# Pytorch and autodiff basics

Adapted from: http://pytorch.org/tutorials/beginner/deep_learning_60min_blitz.html
and CSCS-ICS-DADSi Summer School: Accelerating Data Science with HPC, September 4 - 6, 2017, Swiss National Supercomputing Centre

This notebook shows how to use PyTorch's (http://pytorch.org/) autodifferentiation, and also trains a simple classifier on the MNIST dataset.

## Part 1: Tensors

We start by importing `torch`.

In [None]:
import torch

Tensors, or multi-dimensional arrays, are the basic unit in PyTorch. Let's create a 5x3 matrix as a 2-dimensional Tensor. This will default to a `FloatTensor`, a tensor of single-precision (32-bits) floating point numbers. The tensor will be initialized with random numbers.

In [None]:
x = torch.Tensor(3,5,3)
print(x)

### Slicing

It is common to have higher-dimensional tensors, to hold all aspects of your data together, such as a 3x200x200 tensor holding the R,G,B channels of an image of 200x200 pixels, or a 100x3x200x200 tensor to hold a batch of 100 such images.

We use slicing operations to view specific subtensors of such a tensor. Note that PyTorch uses zero-based indexing and row-major memory ordering.

In [None]:
# 100 images of 3 channels of size 200x200
x = torch.Tensor(100,3,200,200)
print(x.size())

# Second channel of the first image
y = x[0,1]
print(y.size())

### Numpy conversion

You might have noticed that Tensors are very similar to Numpy's ndarrays.
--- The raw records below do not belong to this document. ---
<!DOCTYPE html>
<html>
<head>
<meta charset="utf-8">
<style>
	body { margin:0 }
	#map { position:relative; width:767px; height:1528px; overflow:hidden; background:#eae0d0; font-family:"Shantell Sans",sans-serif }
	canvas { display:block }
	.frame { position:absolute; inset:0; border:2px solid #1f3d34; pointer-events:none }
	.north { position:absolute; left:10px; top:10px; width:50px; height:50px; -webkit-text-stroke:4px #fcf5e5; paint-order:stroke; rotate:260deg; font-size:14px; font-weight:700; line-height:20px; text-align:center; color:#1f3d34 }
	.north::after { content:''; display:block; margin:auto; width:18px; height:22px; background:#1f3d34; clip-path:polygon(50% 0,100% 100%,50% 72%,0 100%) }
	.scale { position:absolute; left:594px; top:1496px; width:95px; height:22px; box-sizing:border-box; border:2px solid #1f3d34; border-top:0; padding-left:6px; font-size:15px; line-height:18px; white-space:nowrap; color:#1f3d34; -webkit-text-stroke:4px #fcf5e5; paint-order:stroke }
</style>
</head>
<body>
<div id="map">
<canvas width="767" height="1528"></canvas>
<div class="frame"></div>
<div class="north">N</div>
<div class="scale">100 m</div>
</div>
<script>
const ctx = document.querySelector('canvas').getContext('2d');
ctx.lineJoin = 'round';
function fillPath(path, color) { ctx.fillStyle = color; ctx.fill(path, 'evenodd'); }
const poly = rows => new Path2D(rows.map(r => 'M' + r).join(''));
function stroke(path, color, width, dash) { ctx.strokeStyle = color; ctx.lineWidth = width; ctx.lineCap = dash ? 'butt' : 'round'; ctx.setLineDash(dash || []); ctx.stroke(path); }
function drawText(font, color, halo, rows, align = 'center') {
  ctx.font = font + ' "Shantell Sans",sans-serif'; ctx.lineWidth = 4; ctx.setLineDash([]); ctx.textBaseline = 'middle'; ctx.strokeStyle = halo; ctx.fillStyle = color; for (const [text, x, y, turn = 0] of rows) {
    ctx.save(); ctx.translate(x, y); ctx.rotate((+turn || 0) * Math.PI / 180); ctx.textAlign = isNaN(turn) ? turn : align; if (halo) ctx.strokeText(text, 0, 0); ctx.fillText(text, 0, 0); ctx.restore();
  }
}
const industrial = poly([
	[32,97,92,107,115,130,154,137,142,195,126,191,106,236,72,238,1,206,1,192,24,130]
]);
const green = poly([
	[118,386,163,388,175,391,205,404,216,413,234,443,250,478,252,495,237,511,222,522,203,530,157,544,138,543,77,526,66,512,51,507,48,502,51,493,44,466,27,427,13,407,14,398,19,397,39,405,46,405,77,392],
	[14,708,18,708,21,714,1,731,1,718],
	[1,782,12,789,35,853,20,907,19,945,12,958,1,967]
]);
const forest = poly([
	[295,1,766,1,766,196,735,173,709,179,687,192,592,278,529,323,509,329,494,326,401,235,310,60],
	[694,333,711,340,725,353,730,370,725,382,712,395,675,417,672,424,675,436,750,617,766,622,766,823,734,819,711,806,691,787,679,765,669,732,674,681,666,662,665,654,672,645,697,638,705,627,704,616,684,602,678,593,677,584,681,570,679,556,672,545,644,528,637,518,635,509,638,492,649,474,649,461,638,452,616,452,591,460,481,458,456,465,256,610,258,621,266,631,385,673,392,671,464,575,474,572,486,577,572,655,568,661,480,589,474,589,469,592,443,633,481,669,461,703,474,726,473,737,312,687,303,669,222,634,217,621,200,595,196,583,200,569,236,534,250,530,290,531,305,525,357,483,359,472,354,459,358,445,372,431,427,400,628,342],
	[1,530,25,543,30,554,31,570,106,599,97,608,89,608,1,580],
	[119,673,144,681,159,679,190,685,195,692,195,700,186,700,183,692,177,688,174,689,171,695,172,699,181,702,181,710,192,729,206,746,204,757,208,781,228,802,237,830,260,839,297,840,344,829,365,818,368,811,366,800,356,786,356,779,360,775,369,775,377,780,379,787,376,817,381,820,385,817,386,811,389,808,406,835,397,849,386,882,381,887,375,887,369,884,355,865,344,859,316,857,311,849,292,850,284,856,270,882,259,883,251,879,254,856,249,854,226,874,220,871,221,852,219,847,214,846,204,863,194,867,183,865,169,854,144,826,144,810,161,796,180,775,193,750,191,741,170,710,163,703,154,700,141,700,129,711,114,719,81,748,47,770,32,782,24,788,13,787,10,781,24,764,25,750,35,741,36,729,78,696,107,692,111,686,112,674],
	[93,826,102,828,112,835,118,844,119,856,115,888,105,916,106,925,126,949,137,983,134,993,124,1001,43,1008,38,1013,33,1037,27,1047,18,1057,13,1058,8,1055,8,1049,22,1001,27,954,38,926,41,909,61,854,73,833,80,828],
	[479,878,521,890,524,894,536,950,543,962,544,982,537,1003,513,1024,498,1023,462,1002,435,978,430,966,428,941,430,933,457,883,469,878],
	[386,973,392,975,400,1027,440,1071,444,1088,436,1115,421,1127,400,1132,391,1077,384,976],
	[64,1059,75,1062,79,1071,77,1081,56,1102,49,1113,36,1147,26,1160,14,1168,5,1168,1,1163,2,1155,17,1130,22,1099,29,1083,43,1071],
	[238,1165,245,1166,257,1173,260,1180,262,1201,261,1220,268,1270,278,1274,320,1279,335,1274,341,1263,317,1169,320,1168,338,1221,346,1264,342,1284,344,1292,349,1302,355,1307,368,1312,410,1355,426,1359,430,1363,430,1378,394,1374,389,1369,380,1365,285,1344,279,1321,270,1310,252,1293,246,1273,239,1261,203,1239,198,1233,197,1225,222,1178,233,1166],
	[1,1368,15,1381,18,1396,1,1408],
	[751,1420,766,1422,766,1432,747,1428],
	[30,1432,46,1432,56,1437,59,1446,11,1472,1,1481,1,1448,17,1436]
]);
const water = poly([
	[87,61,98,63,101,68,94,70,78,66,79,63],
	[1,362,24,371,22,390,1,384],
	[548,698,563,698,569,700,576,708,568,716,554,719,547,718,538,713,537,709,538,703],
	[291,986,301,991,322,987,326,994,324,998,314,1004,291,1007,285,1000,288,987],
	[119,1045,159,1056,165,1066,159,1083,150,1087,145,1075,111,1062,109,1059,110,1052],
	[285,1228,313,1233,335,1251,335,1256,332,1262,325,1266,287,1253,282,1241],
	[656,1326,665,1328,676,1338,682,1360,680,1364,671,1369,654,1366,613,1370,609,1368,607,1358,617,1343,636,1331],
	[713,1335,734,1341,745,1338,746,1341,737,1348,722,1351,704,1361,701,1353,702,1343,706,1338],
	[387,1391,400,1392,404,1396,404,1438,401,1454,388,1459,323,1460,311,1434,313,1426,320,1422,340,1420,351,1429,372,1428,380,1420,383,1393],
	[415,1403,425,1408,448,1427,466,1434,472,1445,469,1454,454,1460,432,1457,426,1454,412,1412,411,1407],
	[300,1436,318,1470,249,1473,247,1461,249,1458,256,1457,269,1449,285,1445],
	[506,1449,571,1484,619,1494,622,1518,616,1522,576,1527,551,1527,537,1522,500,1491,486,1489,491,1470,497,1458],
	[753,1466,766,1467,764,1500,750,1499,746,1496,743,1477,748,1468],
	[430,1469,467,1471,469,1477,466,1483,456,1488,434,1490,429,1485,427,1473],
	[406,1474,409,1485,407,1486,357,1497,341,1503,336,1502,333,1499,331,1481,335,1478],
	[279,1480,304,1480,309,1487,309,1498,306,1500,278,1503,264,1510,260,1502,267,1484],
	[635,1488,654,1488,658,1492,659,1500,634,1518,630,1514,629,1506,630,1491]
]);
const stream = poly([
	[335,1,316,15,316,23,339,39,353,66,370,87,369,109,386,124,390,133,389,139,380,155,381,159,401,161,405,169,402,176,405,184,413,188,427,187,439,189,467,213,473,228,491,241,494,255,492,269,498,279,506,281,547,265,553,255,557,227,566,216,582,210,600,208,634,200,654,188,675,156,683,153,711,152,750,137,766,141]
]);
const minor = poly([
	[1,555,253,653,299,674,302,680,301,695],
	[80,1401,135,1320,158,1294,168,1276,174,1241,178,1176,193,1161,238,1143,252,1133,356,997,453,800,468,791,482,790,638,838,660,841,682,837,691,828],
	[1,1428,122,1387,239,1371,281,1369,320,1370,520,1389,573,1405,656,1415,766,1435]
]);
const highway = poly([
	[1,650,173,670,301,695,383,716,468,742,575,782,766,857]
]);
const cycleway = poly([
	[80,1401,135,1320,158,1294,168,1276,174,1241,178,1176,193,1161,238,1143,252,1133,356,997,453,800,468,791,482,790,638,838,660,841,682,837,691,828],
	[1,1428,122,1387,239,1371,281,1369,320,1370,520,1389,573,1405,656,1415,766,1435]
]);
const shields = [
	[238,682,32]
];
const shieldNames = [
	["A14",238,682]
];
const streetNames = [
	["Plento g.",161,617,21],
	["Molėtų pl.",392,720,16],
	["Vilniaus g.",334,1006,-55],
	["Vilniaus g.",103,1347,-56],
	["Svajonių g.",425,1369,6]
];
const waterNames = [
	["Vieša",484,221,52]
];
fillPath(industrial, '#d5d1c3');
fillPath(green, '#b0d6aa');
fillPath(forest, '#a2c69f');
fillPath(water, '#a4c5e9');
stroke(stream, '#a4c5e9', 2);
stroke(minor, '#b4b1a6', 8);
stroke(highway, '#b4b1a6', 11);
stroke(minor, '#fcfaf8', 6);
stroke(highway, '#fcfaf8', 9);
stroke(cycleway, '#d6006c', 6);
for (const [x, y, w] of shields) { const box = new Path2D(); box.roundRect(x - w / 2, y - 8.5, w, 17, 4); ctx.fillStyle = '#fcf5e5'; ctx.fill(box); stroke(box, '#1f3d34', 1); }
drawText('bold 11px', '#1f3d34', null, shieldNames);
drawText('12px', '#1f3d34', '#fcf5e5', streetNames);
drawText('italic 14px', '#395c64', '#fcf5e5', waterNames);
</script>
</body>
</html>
In fact you can easily convert between ndarrays and Tensors.

In [None]:
x_np = x.numpy()
print(x_np.shape)

x = torch.from_numpy(x_np)
print(x.size())

### A note on GPU usage

PyTorch is frequently used with a CUDA backend on a GPU. One would convert between tensors and CUDA tensors by simply calling

`x.cuda()`

`x.cpu()`

which transfer data to and from a GPU memory.

You can check if CUDA is available by using:

In [None]:
torch.cuda.is_available()

## Part 2: Automatic differentiation

PyTorch implements reverse-mode automatic differentiation (AD).

With AD, obtaining a gradient of a scalar-valued function is straightforward. Let's use the regular Python language features to define a function.

In [None]:
def f(x):
    y = torch.log(x[0]) + torch.sin(x[1])
    return x[2] * torch.exp(y)

Let's evaluate the gradient of `f(x)` at `x = [2,3,4]`.

In [None]:
x = torch.tensor([2.,3,4], requires_grad=True)
y = f(x)
print(y)

y.backward()# evaluates the gradient of y wrt to the graph leaves (x in this case)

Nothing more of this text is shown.